§ Data under study:
__________________________________________________

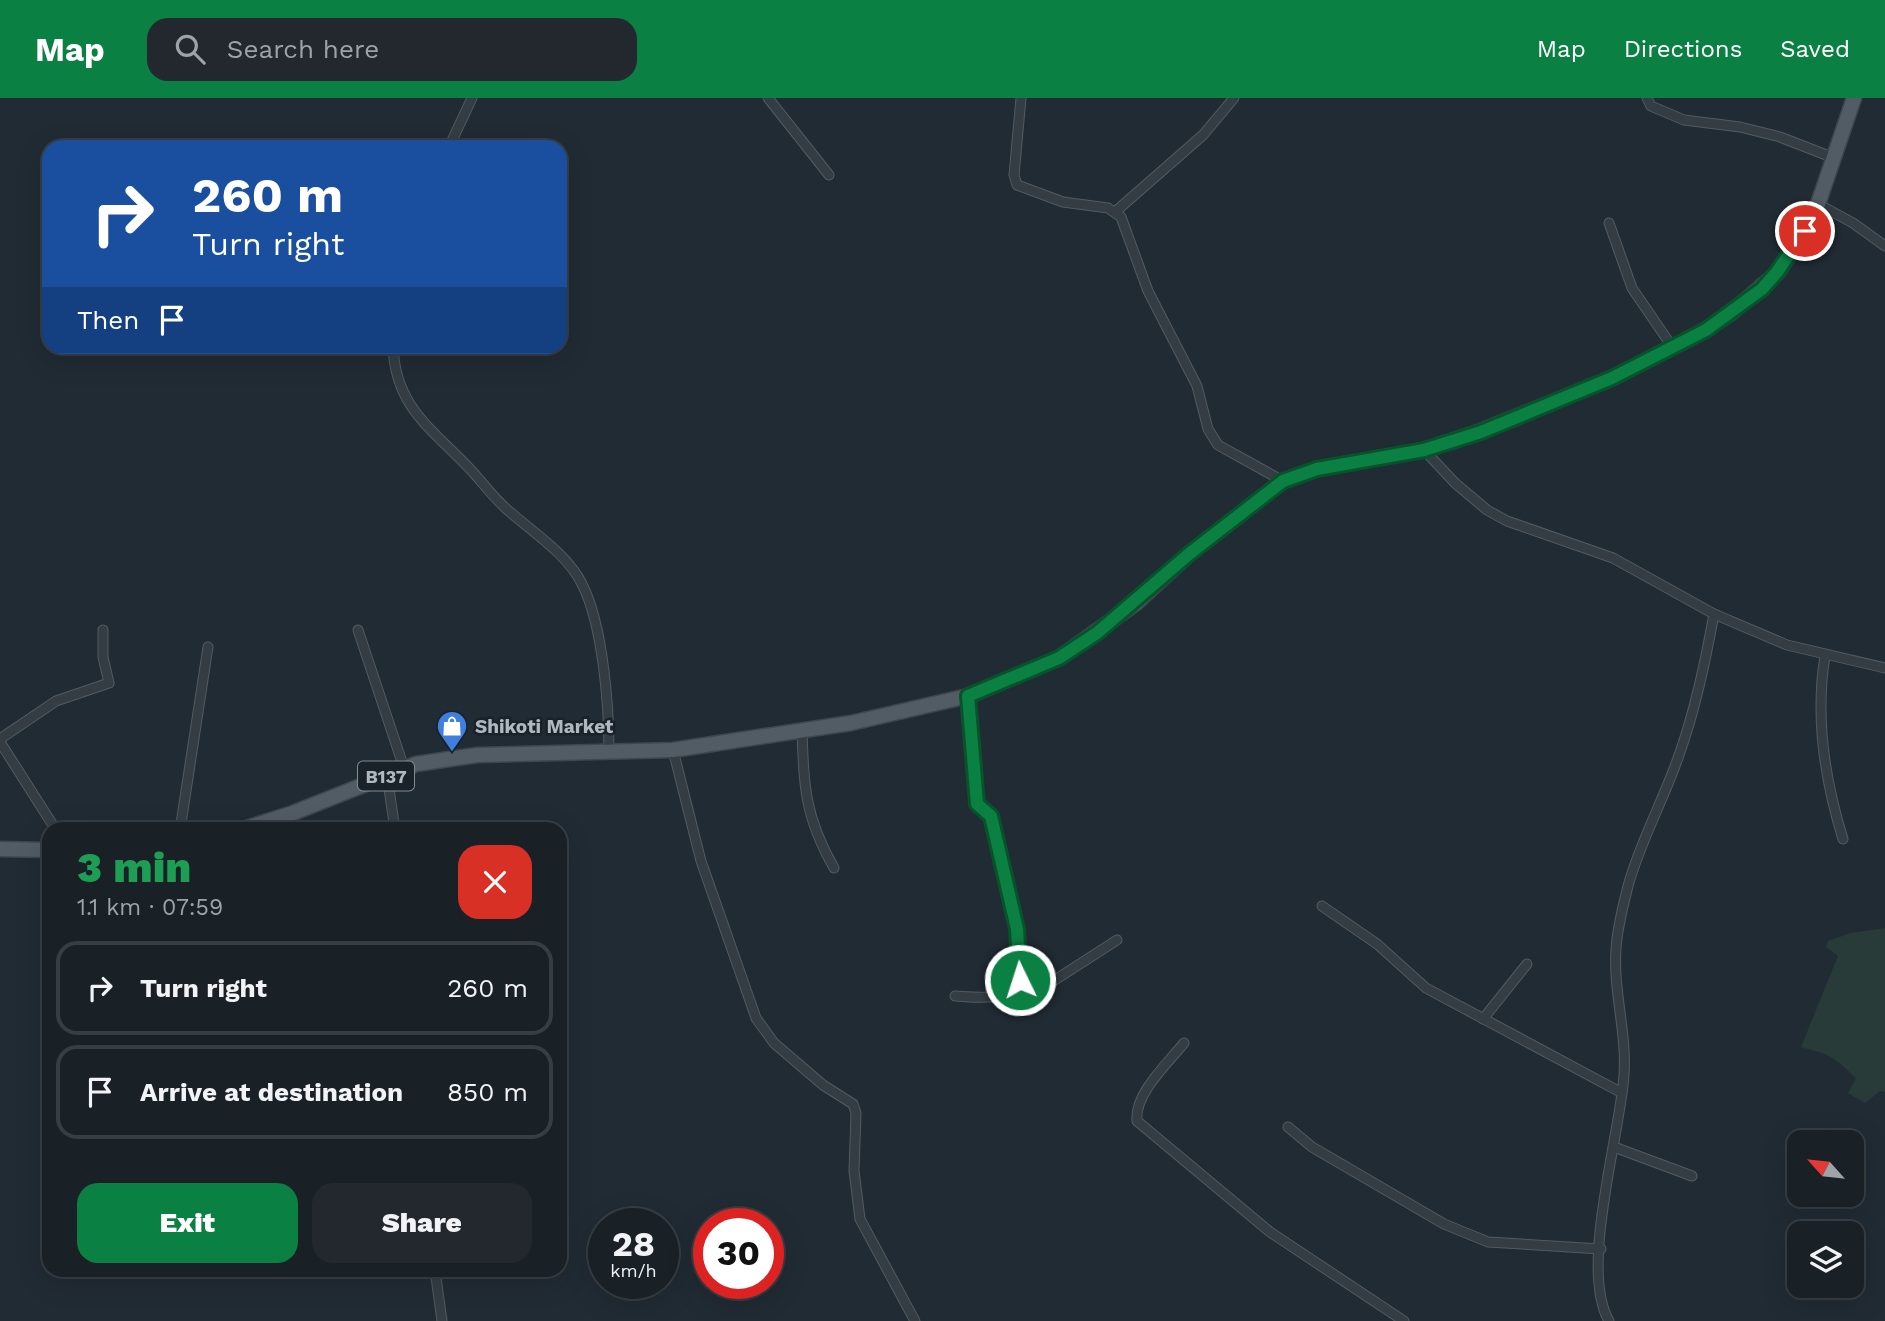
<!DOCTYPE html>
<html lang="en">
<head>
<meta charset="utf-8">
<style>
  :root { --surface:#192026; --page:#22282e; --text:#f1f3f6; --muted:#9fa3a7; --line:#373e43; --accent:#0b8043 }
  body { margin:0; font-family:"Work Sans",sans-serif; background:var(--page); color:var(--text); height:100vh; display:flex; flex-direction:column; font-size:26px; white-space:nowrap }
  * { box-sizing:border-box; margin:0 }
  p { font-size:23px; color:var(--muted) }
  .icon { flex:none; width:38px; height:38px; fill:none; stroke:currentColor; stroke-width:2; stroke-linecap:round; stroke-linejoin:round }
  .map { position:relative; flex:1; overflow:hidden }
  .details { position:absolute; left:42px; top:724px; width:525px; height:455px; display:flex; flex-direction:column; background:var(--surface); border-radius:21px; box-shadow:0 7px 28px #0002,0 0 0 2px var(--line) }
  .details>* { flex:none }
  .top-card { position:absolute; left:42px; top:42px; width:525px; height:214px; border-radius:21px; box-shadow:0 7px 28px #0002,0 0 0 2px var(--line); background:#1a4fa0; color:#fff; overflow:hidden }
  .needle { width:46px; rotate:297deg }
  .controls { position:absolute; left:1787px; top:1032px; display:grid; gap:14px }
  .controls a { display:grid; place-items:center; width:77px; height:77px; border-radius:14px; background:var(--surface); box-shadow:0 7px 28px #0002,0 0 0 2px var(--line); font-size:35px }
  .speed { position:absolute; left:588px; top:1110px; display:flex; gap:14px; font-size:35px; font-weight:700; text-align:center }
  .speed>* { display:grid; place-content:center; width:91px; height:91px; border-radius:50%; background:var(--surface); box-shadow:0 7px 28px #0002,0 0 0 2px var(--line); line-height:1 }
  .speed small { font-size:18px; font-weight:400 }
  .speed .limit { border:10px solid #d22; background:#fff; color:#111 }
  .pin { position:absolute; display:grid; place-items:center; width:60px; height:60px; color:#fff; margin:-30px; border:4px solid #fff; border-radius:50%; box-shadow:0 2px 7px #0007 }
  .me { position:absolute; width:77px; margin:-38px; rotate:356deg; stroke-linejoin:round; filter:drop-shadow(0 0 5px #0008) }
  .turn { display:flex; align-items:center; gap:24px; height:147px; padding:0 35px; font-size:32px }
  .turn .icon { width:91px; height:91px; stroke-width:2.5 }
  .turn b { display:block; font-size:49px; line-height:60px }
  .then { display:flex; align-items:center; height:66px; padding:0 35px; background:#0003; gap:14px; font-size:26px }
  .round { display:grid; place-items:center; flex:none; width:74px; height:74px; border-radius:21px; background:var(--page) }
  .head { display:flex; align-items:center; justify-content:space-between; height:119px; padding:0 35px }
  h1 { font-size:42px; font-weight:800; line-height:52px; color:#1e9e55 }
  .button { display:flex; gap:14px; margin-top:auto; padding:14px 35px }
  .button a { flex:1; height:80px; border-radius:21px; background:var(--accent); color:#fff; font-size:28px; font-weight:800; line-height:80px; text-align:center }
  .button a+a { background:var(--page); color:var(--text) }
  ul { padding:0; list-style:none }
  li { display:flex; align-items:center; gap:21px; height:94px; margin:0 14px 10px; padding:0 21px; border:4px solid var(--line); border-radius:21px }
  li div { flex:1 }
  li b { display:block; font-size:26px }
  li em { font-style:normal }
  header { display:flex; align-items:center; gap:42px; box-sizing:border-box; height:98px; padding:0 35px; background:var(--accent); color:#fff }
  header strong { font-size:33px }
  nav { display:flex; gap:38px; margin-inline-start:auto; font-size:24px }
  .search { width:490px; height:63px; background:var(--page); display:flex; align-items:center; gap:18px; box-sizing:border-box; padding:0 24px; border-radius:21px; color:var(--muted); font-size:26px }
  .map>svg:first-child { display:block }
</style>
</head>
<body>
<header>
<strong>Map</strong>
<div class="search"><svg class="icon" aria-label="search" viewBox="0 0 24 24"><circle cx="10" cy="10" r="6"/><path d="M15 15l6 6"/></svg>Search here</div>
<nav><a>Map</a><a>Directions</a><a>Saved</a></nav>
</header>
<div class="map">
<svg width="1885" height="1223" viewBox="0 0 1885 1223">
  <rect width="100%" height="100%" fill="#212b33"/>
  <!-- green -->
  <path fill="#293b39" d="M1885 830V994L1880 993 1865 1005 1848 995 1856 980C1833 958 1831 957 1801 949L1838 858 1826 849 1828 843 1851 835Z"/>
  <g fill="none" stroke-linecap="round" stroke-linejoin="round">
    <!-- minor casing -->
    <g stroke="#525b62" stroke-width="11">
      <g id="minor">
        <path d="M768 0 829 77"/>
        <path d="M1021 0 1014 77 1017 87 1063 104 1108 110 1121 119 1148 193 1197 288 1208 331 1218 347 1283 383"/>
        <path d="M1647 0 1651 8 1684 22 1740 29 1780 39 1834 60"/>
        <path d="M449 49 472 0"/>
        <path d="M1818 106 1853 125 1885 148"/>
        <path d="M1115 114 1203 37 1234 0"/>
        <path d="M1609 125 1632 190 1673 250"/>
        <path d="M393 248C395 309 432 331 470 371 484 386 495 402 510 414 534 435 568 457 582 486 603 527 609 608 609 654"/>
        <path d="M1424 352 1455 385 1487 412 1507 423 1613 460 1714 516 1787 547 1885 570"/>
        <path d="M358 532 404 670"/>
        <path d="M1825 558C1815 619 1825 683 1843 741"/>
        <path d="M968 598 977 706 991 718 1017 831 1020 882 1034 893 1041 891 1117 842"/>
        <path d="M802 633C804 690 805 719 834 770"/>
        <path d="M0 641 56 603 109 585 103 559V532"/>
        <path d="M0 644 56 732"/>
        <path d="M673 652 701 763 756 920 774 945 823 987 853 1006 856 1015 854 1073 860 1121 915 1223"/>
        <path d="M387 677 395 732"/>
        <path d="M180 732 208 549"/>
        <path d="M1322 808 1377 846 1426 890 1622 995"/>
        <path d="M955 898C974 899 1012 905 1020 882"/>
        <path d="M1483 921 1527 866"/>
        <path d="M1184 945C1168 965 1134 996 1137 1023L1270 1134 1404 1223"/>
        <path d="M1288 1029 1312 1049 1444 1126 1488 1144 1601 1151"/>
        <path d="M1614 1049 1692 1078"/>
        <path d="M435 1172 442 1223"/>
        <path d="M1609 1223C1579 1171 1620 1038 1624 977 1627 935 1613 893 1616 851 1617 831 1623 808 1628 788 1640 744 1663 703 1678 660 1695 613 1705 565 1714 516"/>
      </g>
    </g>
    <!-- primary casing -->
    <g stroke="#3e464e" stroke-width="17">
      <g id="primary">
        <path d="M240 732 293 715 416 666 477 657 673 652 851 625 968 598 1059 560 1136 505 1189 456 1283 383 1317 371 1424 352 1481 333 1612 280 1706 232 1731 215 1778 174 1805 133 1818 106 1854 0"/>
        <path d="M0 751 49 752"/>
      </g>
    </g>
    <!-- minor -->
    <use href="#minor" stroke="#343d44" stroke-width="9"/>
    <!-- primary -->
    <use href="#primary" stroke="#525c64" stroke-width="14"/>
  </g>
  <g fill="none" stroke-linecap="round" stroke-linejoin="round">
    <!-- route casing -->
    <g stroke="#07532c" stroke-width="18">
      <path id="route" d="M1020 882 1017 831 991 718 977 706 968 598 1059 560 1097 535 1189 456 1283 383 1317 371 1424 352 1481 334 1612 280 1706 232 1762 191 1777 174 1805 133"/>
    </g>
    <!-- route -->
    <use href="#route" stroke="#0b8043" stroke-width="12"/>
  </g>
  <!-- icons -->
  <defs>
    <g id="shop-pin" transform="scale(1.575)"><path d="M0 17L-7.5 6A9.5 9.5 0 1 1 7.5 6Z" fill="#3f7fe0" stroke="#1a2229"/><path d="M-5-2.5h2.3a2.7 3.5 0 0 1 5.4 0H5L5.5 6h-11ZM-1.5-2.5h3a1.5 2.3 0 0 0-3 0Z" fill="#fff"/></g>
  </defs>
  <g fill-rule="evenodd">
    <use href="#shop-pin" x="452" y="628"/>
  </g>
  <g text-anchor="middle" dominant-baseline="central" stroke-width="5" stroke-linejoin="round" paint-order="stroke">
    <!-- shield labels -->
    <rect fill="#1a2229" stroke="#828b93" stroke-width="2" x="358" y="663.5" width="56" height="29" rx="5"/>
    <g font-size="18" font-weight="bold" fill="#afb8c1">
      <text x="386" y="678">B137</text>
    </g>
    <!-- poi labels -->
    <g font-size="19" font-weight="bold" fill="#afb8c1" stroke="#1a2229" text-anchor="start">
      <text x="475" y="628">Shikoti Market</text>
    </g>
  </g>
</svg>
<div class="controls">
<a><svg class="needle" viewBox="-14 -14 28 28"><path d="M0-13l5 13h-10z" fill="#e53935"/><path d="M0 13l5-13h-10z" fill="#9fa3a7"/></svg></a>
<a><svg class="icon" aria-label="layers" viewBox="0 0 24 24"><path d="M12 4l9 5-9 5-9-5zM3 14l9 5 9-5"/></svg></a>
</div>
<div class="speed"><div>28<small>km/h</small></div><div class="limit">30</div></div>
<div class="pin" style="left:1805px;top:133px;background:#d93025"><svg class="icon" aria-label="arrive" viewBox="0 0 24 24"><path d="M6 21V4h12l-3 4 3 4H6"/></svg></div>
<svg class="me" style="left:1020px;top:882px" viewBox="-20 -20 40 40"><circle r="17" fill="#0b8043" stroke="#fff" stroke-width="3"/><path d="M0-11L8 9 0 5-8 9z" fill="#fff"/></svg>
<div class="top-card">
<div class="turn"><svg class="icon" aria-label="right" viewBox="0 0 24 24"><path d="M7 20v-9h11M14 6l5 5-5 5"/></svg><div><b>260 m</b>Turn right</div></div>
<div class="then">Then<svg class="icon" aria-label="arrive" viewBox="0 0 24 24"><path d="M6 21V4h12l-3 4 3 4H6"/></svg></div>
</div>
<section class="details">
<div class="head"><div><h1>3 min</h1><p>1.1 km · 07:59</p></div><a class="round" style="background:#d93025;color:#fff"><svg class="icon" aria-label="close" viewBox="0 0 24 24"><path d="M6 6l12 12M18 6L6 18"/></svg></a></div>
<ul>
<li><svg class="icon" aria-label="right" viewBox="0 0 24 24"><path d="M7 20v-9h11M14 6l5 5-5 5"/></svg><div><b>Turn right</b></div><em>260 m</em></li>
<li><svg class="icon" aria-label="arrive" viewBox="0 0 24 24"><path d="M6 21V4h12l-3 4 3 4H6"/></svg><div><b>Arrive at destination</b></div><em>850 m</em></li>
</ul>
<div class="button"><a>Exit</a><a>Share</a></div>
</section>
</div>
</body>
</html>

__________________________________________________

§ What is required: Produce the lines from the first line of the entries through the line that contains "width:91px; height:91px; stroke-width:2.5", exactly, leaving the pictures behind.

§ Exercise answer:
<!DOCTYPE html>
<html lang="en">
<head>
<meta charset="utf-8">
<style>
  :root { --surface:#192026; --page:#22282e; --text:#f1f3f6; --muted:#9fa3a7; --line:#373e43; --accent:#0b8043 }
  body { margin:0; font-family:"Work Sans",sans-serif; background:var(--page); color:var(--text); height:100vh; display:flex; flex-direction:column; font-size:26px; white-space:nowrap }
  * { box-sizing:border-box; margin:0 }
  p { font-size:23px; color:var(--muted) }
  .icon { flex:none; width:38px; height:38px; fill:none; stroke:currentColor; stroke-width:2; stroke-linecap:round; stroke-linejoin:round }
  .map { position:relative; flex:1; overflow:hidden }
  .details { position:absolute; left:42px; top:724px; width:525px; height:455px; display:flex; flex-direction:column; background:var(--surface); border-radius:21px; box-shadow:0 7px 28px #0002,0 0 0 2px var(--line) }
  .details>* { flex:none }
  .top-card { position:absolute; left:42px; top:42px; width:525px; height:214px; border-radius:21px; box-shadow:0 7px 28px #0002,0 0 0 2px var(--line); background:#1a4fa0; color:#fff; overflow:hidden }
  .needle { width:46px; rotate:297deg }
  .controls { position:absolute; left:1787px; top:1032px; display:grid; gap:14px }
  .controls a { display:grid; place-items:center; width:77px; height:77px; border-radius:14px; background:var(--surface); box-shadow:0 7px 28px #0002,0 0 0 2px var(--line); font-size:35px }
  .speed { position:absolute; left:588px; top:1110px; display:flex; gap:14px; font-size:35px; font-weight:700; text-align:center }
  .speed>* { display:grid; place-content:center; width:91px; height:91px; border-radius:50%; background:var(--surface); box-shadow:0 7px 28px #0002,0 0 0 2px var(--line); line-height:1 }
  .speed small { font-size:18px; font-weight:400 }
  .speed .limit { border:10px solid #d22; background:#fff; color:#111 }
  .pin { position:absolute; display:grid; place-items:center; width:60px; height:60px; color:#fff; margin:-30px; border:4px solid #fff; border-radius:50%; box-shadow:0 2px 7px #0007 }
  .me { position:absolute; width:77px; margin:-38px; rotate:356deg; stroke-linejoin:round; filter:drop-shadow(0 0 5px #0008) }
  .turn { display:flex; align-items:center; gap:24px; height:147px; padding:0 35px; font-size:32px }
  .turn .icon { width:91px; height:91px; stroke-width:2.5 }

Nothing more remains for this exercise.